Scan the records below for the word "strokeStyle". Copy each line where it appears.

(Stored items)

◇ ◇ ◇ ◇ ◇

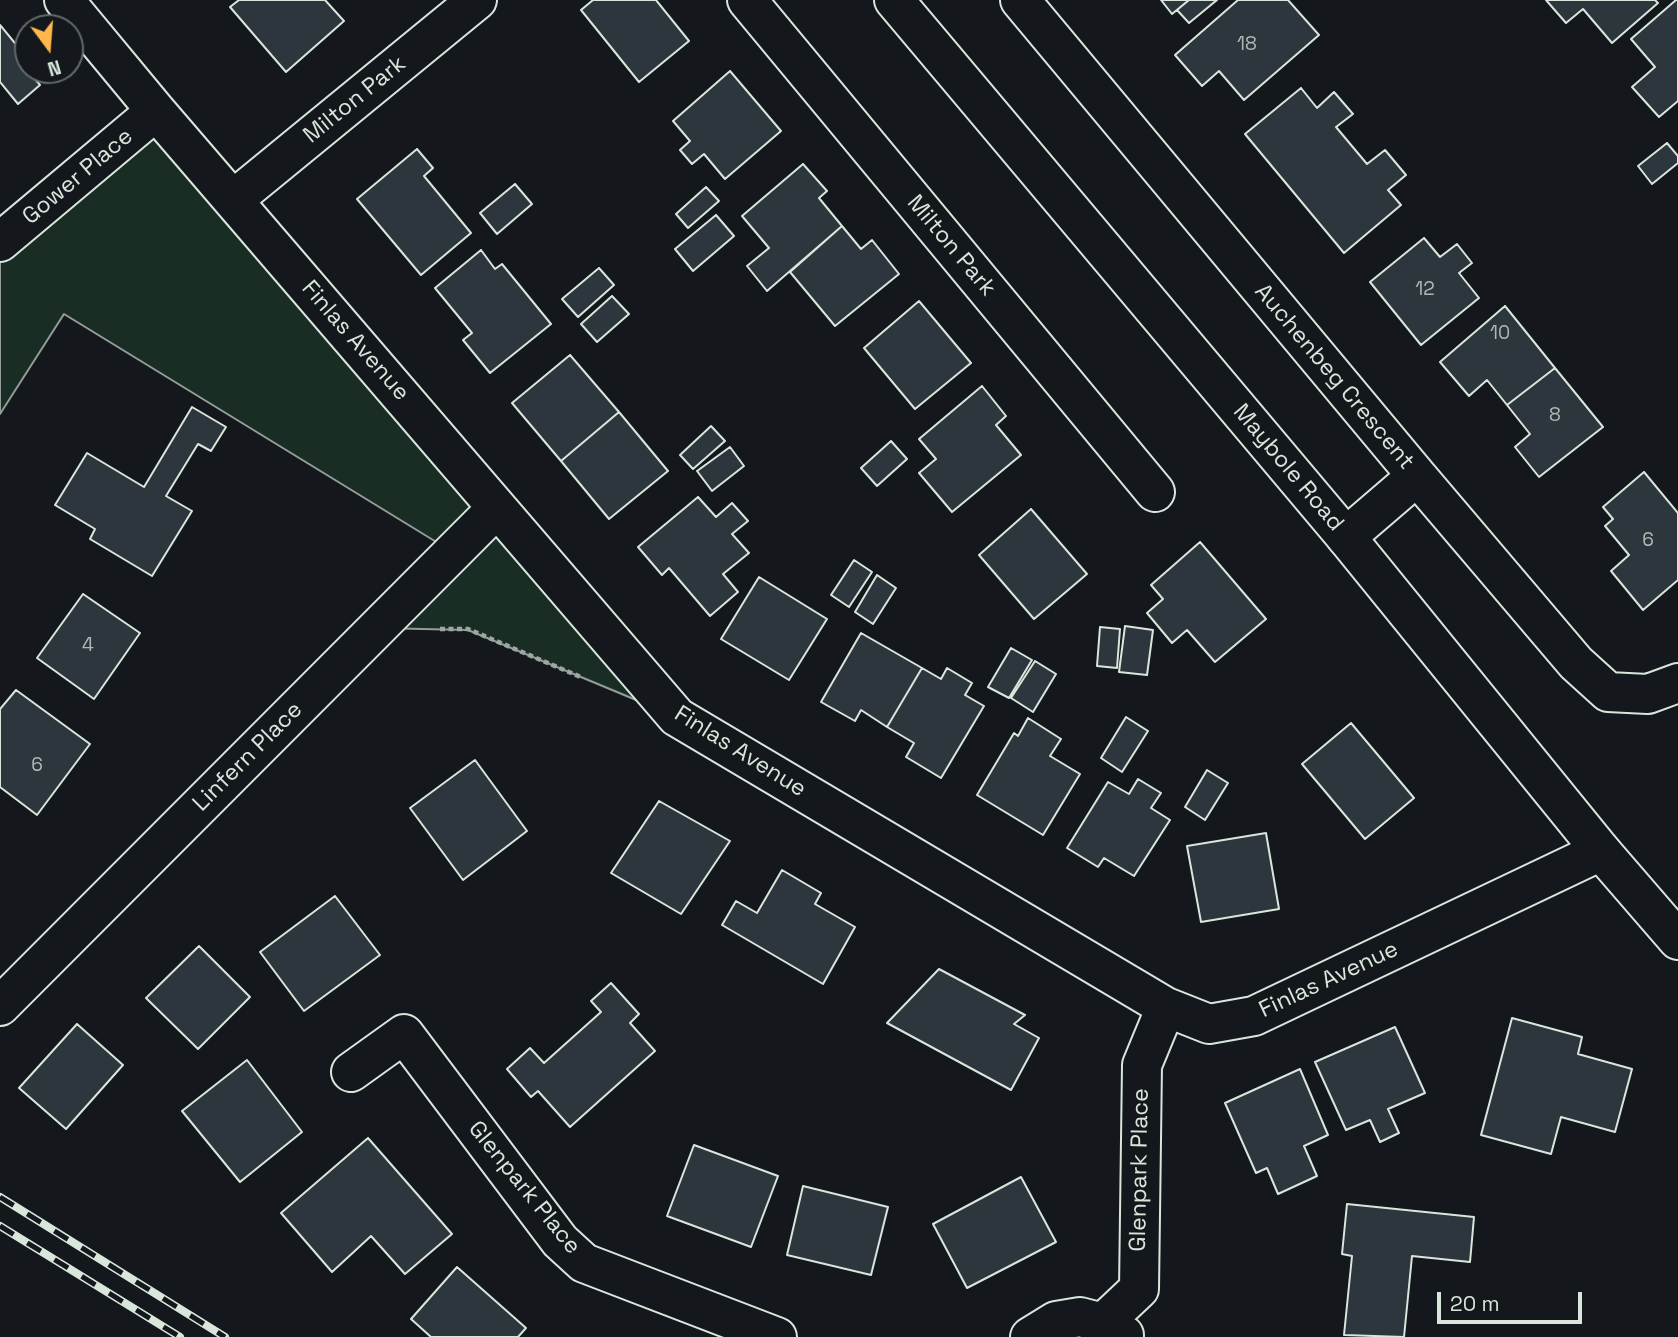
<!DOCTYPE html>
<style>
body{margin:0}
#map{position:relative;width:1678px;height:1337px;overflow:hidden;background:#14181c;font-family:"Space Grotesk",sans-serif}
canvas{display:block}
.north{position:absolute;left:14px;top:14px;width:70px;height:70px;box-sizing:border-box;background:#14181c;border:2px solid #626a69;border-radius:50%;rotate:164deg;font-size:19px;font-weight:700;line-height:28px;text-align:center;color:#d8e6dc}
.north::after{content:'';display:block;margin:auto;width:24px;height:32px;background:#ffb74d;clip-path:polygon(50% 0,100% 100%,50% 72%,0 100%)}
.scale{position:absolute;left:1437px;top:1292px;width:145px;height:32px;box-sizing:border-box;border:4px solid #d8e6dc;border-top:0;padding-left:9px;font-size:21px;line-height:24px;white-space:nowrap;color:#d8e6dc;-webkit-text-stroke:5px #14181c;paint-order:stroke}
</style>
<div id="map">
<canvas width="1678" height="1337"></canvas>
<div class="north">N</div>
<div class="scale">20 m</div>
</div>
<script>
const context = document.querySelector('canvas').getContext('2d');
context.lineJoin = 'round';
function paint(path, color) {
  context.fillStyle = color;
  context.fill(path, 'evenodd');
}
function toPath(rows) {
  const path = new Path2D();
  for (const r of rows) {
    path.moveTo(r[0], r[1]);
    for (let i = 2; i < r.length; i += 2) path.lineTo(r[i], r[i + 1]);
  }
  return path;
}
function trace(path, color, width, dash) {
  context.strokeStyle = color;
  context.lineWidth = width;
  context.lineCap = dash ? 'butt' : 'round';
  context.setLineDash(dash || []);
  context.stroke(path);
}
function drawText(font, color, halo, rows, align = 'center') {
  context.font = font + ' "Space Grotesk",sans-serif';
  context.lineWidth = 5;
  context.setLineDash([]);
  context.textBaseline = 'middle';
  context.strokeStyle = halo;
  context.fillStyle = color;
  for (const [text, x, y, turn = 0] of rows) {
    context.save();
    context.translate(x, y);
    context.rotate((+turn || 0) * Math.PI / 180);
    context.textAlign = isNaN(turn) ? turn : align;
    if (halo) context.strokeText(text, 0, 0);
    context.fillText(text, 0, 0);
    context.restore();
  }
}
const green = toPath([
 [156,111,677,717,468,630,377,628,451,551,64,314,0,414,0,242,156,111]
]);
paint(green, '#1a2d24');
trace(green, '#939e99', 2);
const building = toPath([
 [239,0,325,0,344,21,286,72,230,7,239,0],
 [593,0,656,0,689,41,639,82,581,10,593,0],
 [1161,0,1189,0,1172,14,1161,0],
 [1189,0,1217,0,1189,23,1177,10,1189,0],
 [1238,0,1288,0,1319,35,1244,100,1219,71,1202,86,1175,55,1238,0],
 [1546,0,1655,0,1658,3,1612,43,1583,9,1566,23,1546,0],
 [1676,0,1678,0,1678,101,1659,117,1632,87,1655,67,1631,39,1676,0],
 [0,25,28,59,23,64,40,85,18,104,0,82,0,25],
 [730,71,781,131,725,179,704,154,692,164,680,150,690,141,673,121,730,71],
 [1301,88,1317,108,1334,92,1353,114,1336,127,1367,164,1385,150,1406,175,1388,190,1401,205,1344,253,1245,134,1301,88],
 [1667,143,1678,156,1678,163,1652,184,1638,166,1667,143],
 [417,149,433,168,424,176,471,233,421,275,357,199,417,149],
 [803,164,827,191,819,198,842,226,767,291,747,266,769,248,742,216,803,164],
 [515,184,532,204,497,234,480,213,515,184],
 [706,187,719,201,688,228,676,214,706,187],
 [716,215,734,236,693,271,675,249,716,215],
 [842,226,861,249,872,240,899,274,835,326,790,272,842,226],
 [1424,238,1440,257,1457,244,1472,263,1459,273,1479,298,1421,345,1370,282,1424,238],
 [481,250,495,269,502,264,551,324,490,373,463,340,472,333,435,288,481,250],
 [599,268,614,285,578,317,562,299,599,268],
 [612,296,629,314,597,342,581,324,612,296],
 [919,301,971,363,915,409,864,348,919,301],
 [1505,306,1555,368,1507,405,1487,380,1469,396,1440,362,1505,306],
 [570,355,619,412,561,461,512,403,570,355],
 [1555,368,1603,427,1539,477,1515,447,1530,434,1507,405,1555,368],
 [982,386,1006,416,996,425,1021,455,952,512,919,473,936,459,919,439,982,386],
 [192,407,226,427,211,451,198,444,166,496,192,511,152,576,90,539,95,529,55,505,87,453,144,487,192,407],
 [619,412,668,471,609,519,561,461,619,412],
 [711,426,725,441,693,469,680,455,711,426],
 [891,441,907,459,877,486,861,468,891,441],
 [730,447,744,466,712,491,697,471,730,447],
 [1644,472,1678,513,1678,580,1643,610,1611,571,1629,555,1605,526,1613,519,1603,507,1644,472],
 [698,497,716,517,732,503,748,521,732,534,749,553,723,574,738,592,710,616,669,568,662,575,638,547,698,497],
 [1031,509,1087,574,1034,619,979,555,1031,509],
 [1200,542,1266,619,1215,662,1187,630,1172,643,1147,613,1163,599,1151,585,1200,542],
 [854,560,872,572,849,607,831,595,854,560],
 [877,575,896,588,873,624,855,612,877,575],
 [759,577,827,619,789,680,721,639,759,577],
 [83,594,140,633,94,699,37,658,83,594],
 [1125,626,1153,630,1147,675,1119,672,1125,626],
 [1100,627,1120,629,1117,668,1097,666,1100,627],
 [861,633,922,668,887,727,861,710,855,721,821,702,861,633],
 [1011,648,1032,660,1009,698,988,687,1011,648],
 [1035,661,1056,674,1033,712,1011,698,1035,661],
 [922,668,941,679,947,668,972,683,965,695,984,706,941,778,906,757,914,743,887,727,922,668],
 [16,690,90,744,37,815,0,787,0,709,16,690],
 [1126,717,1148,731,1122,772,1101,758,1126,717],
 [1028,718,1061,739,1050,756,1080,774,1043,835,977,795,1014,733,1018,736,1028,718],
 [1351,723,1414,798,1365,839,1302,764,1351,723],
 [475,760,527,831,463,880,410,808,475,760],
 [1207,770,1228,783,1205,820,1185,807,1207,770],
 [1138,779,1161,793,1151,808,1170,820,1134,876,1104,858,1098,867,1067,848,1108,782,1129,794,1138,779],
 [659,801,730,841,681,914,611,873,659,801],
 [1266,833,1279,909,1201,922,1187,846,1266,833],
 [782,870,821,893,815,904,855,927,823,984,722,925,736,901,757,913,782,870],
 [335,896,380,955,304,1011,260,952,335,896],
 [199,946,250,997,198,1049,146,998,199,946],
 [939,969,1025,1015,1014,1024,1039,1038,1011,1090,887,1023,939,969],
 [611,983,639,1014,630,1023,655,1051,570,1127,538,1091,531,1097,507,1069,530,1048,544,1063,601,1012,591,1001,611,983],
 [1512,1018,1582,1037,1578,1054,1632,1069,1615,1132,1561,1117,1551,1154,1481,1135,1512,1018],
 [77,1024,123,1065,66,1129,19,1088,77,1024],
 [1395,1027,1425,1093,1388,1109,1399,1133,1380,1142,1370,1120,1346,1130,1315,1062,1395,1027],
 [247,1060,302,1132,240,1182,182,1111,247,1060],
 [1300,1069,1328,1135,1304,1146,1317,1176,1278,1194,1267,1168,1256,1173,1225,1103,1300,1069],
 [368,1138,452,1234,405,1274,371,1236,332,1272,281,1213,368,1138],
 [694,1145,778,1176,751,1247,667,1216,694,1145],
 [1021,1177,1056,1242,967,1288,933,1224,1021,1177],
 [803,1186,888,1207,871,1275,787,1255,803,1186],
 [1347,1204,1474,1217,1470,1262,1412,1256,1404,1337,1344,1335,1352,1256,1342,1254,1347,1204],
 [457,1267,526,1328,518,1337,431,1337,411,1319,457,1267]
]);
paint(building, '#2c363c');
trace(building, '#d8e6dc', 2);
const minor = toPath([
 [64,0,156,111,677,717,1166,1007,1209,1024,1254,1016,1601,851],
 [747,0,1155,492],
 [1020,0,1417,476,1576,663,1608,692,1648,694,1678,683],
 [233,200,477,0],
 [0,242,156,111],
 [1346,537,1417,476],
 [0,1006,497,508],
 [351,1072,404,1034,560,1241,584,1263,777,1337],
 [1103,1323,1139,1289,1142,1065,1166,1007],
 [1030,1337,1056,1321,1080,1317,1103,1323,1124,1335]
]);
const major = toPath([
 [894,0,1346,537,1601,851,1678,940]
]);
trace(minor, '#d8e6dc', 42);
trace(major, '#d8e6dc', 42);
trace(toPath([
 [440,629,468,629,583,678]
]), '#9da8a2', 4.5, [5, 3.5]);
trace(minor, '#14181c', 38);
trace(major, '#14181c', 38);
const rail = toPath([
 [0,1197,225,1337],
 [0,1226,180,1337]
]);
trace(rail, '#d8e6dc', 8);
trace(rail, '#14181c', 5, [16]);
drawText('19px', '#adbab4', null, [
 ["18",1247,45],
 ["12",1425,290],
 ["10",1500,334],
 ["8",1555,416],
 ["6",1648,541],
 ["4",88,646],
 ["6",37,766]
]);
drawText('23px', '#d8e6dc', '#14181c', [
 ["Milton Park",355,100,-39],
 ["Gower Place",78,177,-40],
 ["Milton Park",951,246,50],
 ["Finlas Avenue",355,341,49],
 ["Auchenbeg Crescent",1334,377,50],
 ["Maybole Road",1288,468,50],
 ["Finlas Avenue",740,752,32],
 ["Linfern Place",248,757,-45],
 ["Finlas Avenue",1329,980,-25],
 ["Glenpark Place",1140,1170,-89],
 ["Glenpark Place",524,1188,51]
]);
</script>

◇ ◇ ◇ ◇ ◇

### RESULT OF THE EXERCISE
  context.strokeStyle = color;
  context.strokeStyle = halo;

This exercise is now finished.